I apologize, but then I don't see how spin come out as non-zero.
 
  • #10
Ok, let's define the total angular momentum

##J_{\rho\sigma} = M_{\rho\sigma} + S_{\rho\sigma}##

with ##S_{\rho\sigma}## the spin-operator. Now calculate

##\epsilon^{\mu\nu\rho\sigma}P_{\nu}J_{\rho\sigma}##
 
  • #11
Clearly
$$\begin{equation}
\begin{split}
\epsilon^{\mu\nu\rho\sigma} P_{\nu} J_{\rho\sigma} &= \epsilon^{\mu\nu\rho\sigma} P_{\nu} (M_{\rho \sigma} + S_{\rho \sigma})\\
&= \epsilon^{\mu\nu\rho\sigma} P_{\nu} M_{\rho \sigma} + \epsilon^{\mu\nu\rho\sigma} P_{\nu} S_{\rho \sigma}\\
\end{split}
\end{equation}$$
but don't orbital and spin angular momentum have the similar commutation relations?
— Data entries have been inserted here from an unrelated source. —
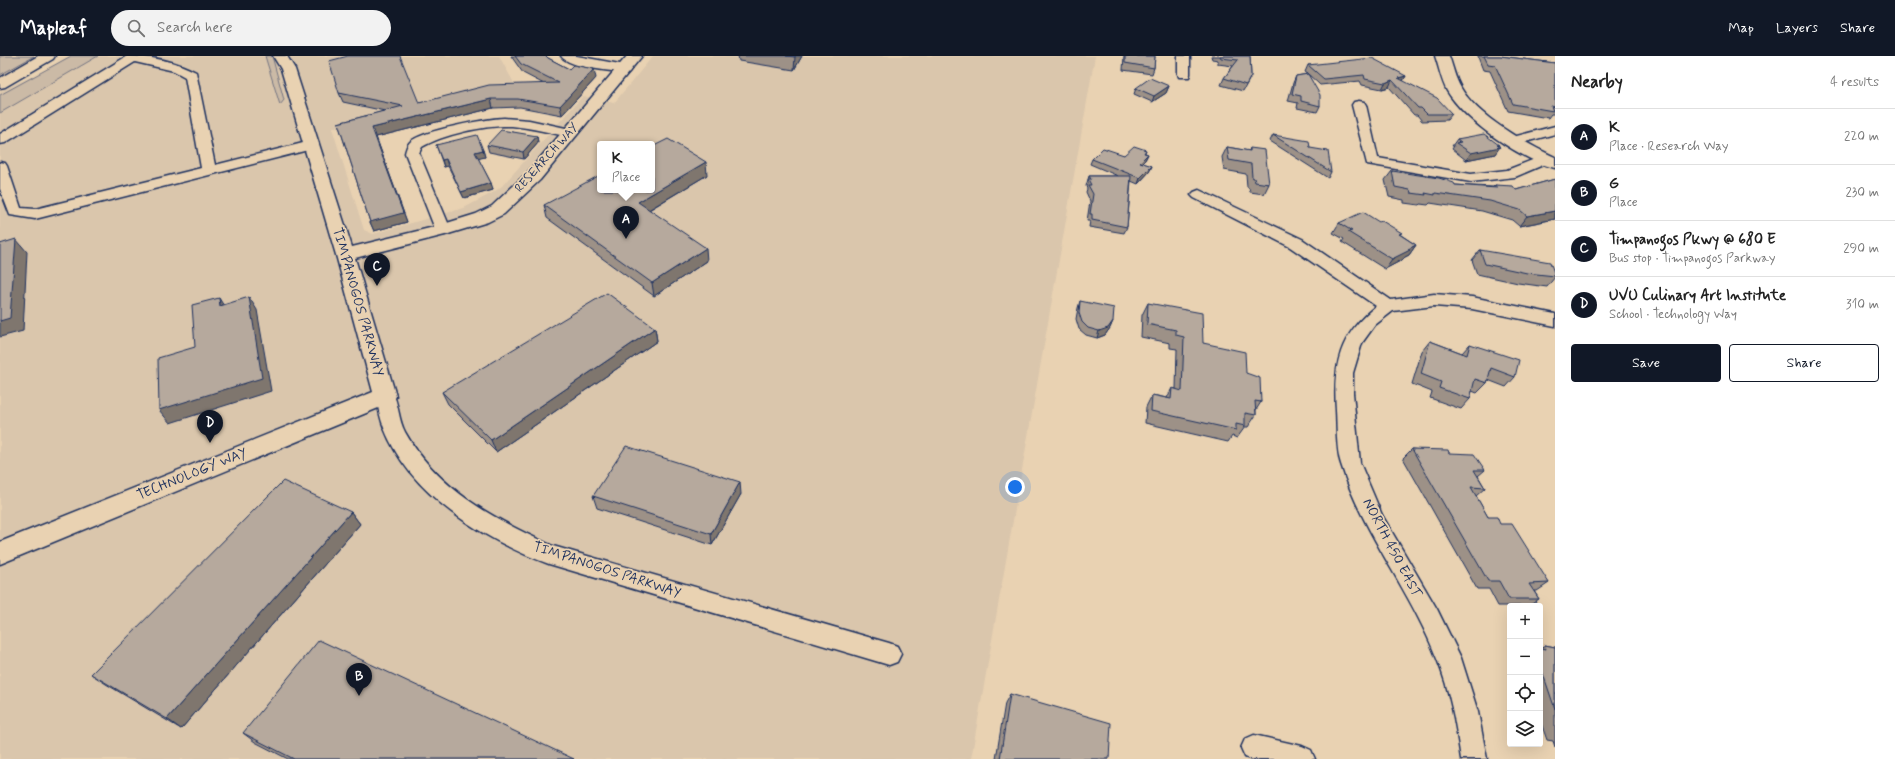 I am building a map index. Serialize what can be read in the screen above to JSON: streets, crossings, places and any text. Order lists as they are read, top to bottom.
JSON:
{
  "streets": {
    "street": [
      "RESEARCH WAY",
      "TIMPANOGOS PARKWAY",
      "TECHNOLOGY WAY",
      "NORTH 450 EAST"
    ]
  },
  "crossings": [
    ["RESEARCH WAY", "TIMPANOGOS PARKWAY"],
    ["TIMPANOGOS PARKWAY", "TECHNOLOGY WAY"]
  ],
  "page": {
    "header": "Mapleaf",
    "search": "Search here",
    "nav": ["Map", "Layers", "Share"],
    "heading": ["Nearby", "4 results"],
    "list": [
      {
        "mark": "A",
        "name": "K",
        "note": "Place · Research Way",
        "value": "220 m"
      },
      {
        "mark": "B",
        "name": "G",
        "note": "Place",
        "value": "230 m"
      },
      {
        "mark": "C",
        "name": "Timpanogos Pkwy @ 680 E",
        "note": "Bus stop · Timpanogos Parkway",
        "value": "290 m"
      },
      {
        "mark": "D",
        "name": "UVU Culinary Art Institute",
        "note": "School · Technology Way",
        "value": "310 m"
      }
    ],
    "popup": ["K", "Place"],
    "pins": [
      "A",
      "C",
      "D",
      "B"
    ],
    "buttons": ["Save", "Share"],
    "map_buttons": ["+", "−"]
  }
} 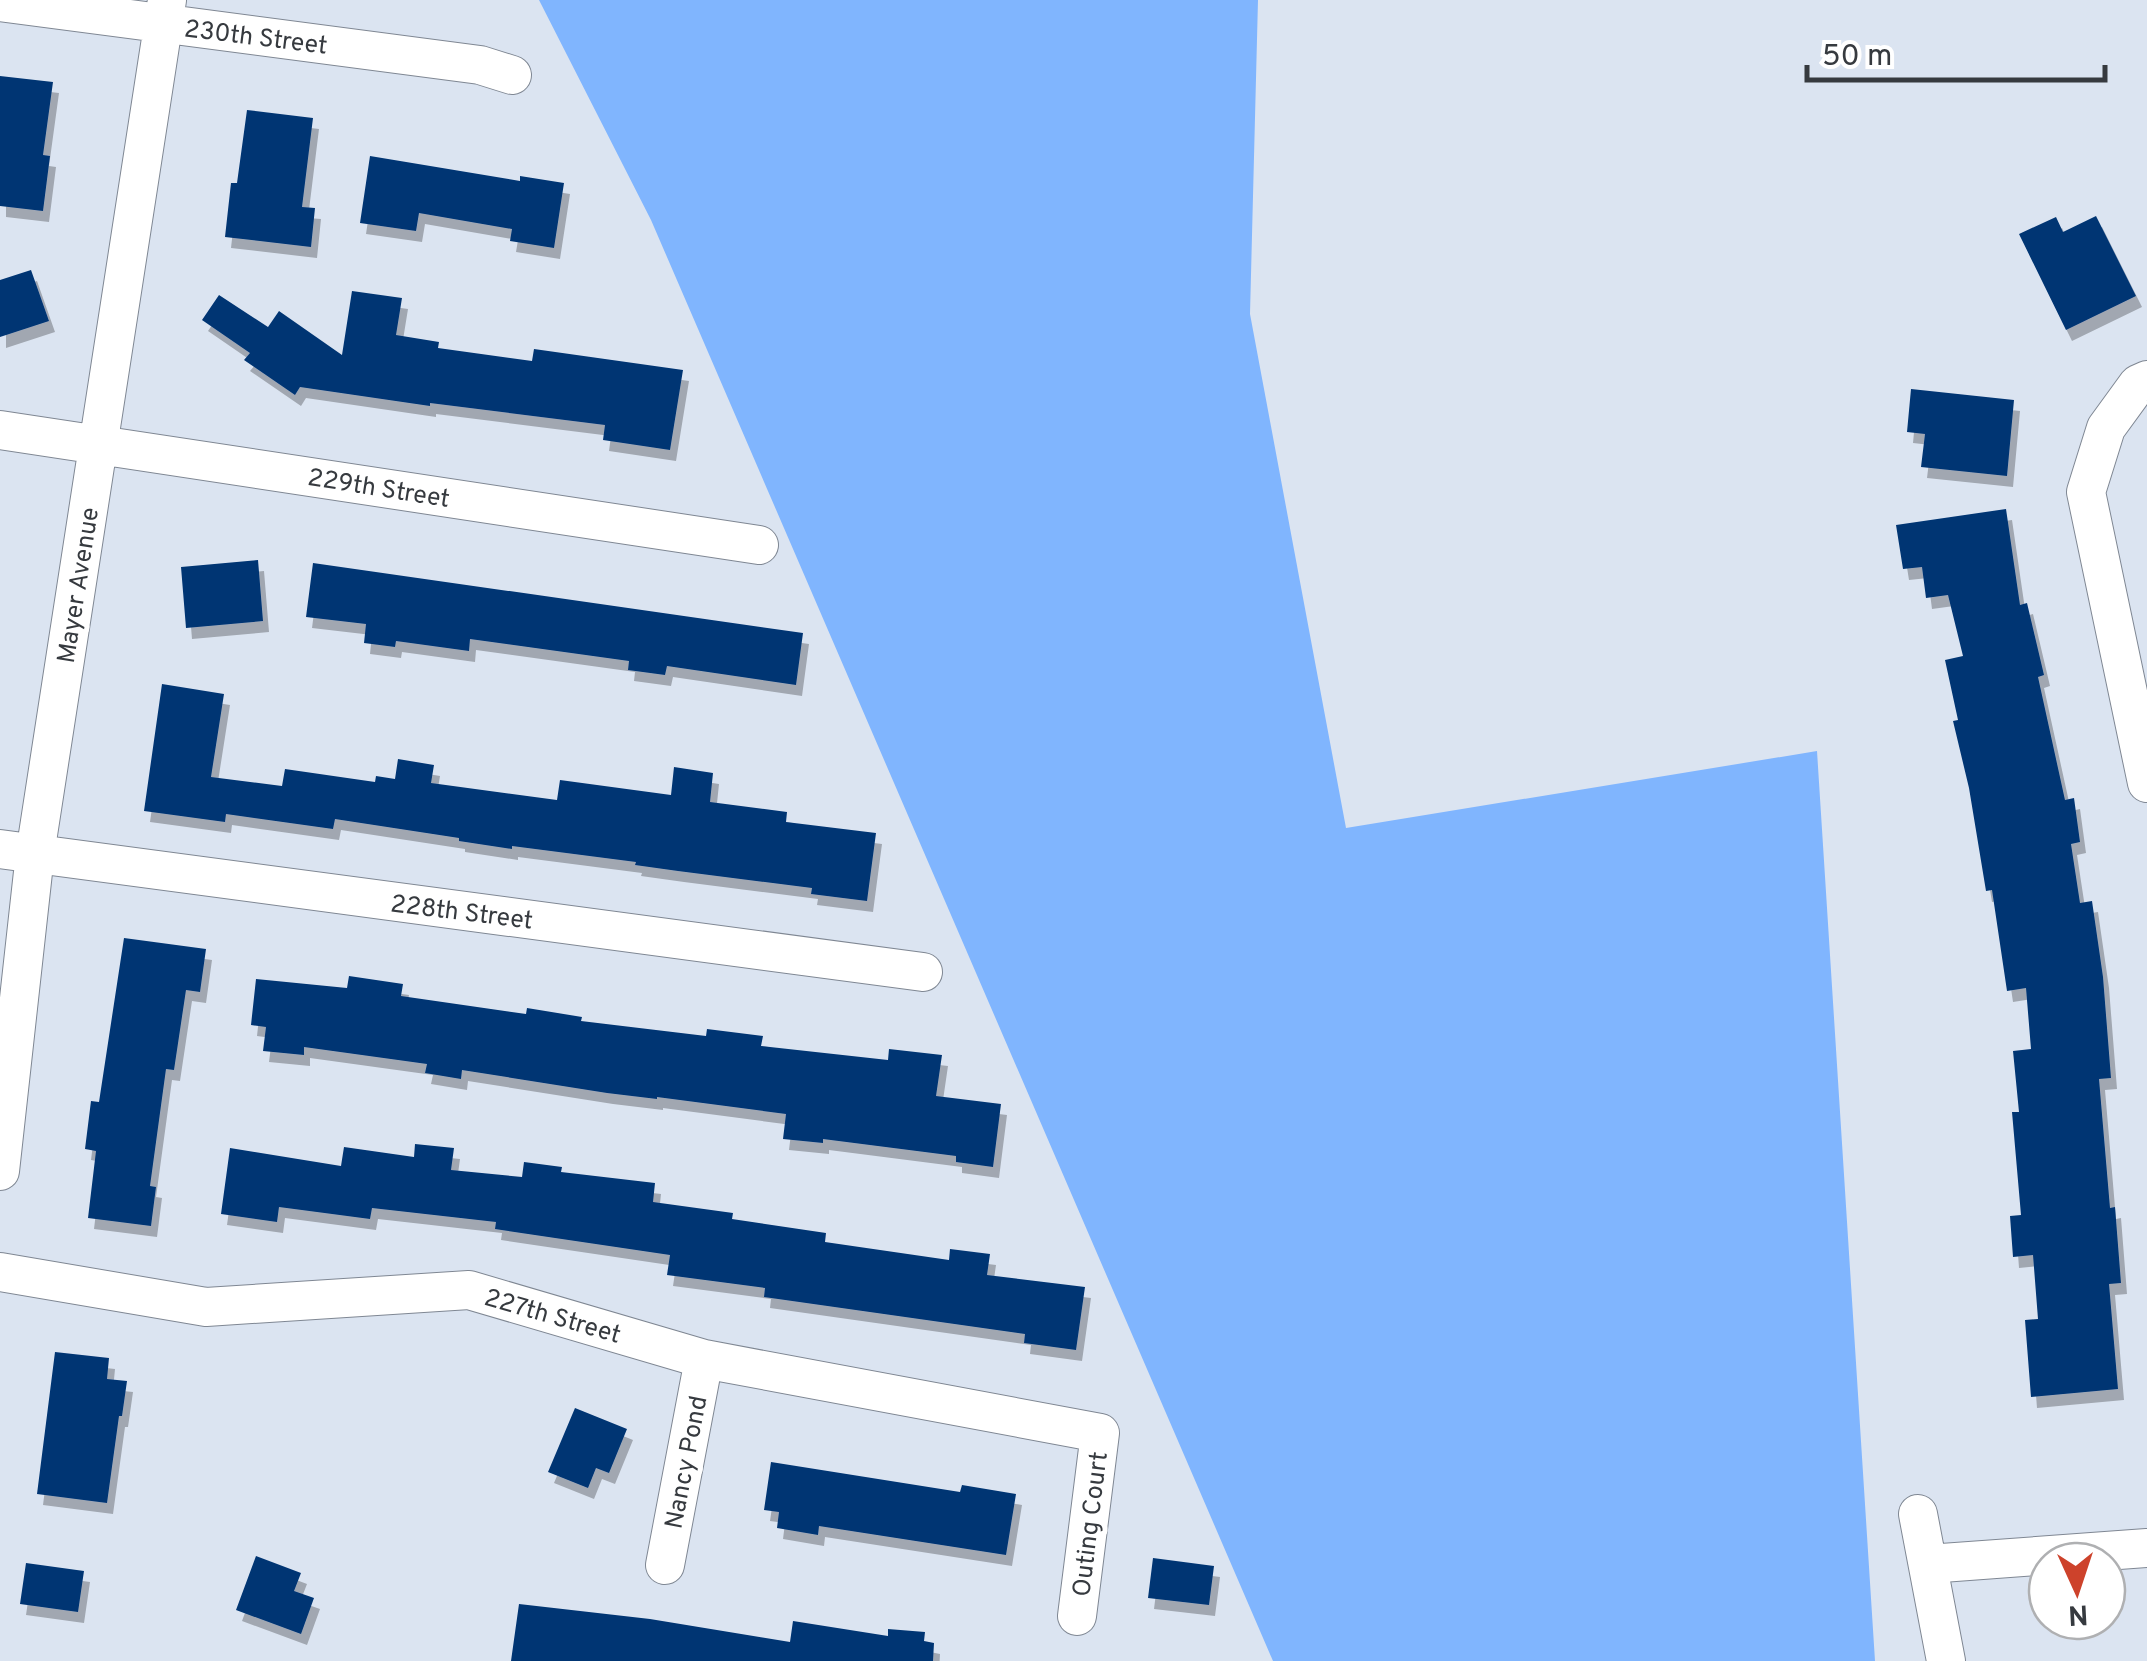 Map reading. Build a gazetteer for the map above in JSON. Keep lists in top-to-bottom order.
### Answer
{
  "streets": {
    "street": [
      "230th Street",
      "229th Street",
      "Mayer Avenue",
      "228th Street",
      "227th Street",
      "Nancy Pond",
      "Outing Court"
    ]
  },
  "crossings": [
    ["230th Street", "Mayer Avenue"],
    ["229th Street", "Mayer Avenue"],
    ["Mayer Avenue", "228th Street"],
    ["227th Street", "Nancy Pond"],
    ["227th Street", "Outing Court"]
  ],
  "scale_bar": "50 m",
  "north": "bottom"
}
So why the difference?

Sorry if I'm being daft.
 
  • #12
redtree said:
don't orbital and spin angular momentum have the similar commutation relations?
With themselves and with the total angular momentum ##J##, yes. With the linear momentum ##P##, no.
 
  • #13
Why is that?
 
  • #14
Because spin and angular momentum operators act on two completely different subspaces of the space of states. Angular momentum and linear momentum act on the same subspace, i.e., the ##L^2(\mathbb{R}^3)## part.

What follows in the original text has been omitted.